Autumn's Journey -- Huntsville Alabama Portrait Photography HerStory
Autumn is my friend. She's been my friend for ages and ages. We played together as children, then when we both grew up a bit we played together as college students, working side-by-side as interns for our church's youth program. Through the years we've drifted in and out of each others' lives, never straying very far from our shared history and soul sisterhood.
Autumn is now a newly single mom to the most wonderful little boy. I watched from afar with such joy when she was made a mother. And I wept for her when her marriage crumbled. I could say so much about this strong, gentle, and wise woman, but I wanted her to speak for herself. So here are Autumn's words -- such rich, beautiful words:
"My journey... I was actually just telling my therapist yesterday I can see where I've been and how far I have come. I feel the strength in that. But so much of my identity was tied to being a wife that I don't know who I am anymore.

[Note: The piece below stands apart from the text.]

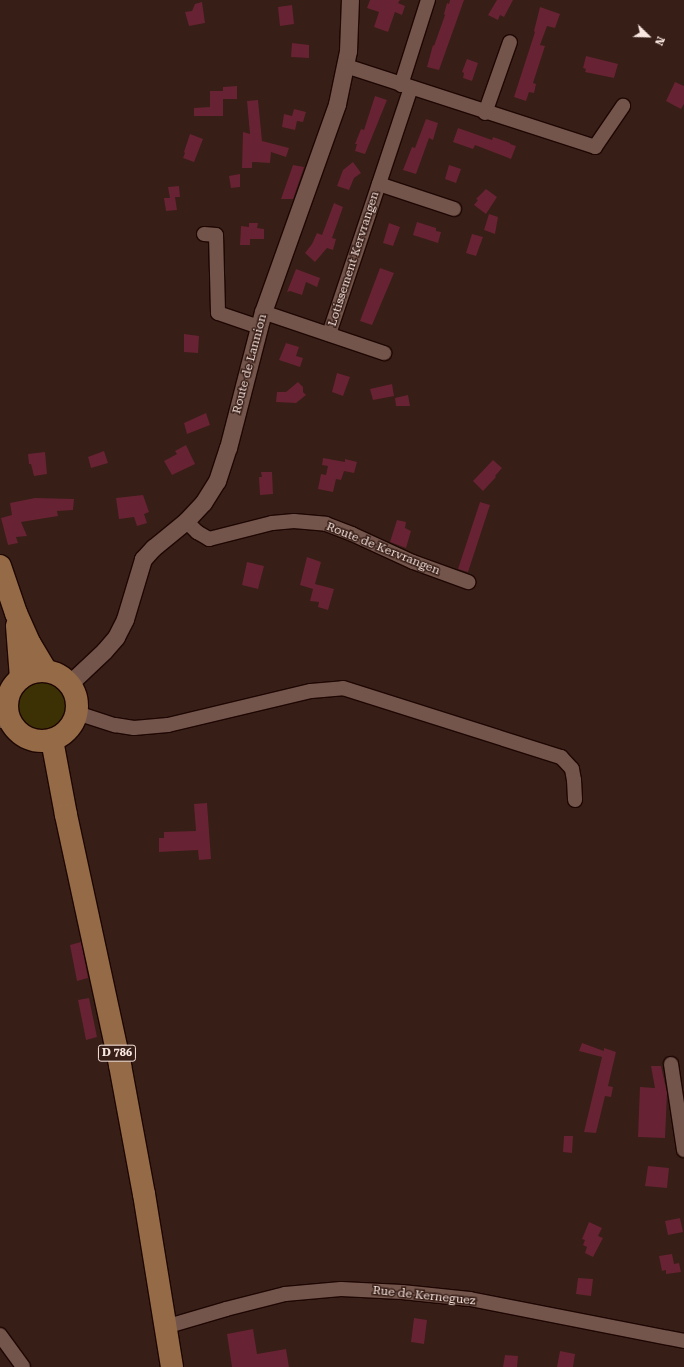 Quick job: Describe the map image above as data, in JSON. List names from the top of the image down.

So when I lost that I lost everything I thought I was."
"All I ever wanted was to be married and have a family. I remember telling my friends after the adoption, if something happened to me, they should know I died happy [because] I finally had everything I ever wanted. [Eight] months later it all fell apart. I still have a family but not a family in the traditional sense."
"Single mom is what I use to describe myself now. And it's sad and depressing some days no matter how far you come. But I get to find out who I am. It's been hidden for years. I can't even tell you my favorite color other than soft pink."
"If where I've been helps someone else see that in this moment, it isn't the end of the world, then sharing my story was worth it. It hurts. Some days it hurts to breathe. Some days you literally have to get through 1 minute at a time."
"But today, three years later, I KNOW I'm in a better place. I KNOW God has something amazing planned for me that I just can't see yet. I KNOW that life goes on.
"[I want] my story [to] encourage someone else. I'm not a saint. I'm not amazing. I simply made it to the other side -- and we have to do that together."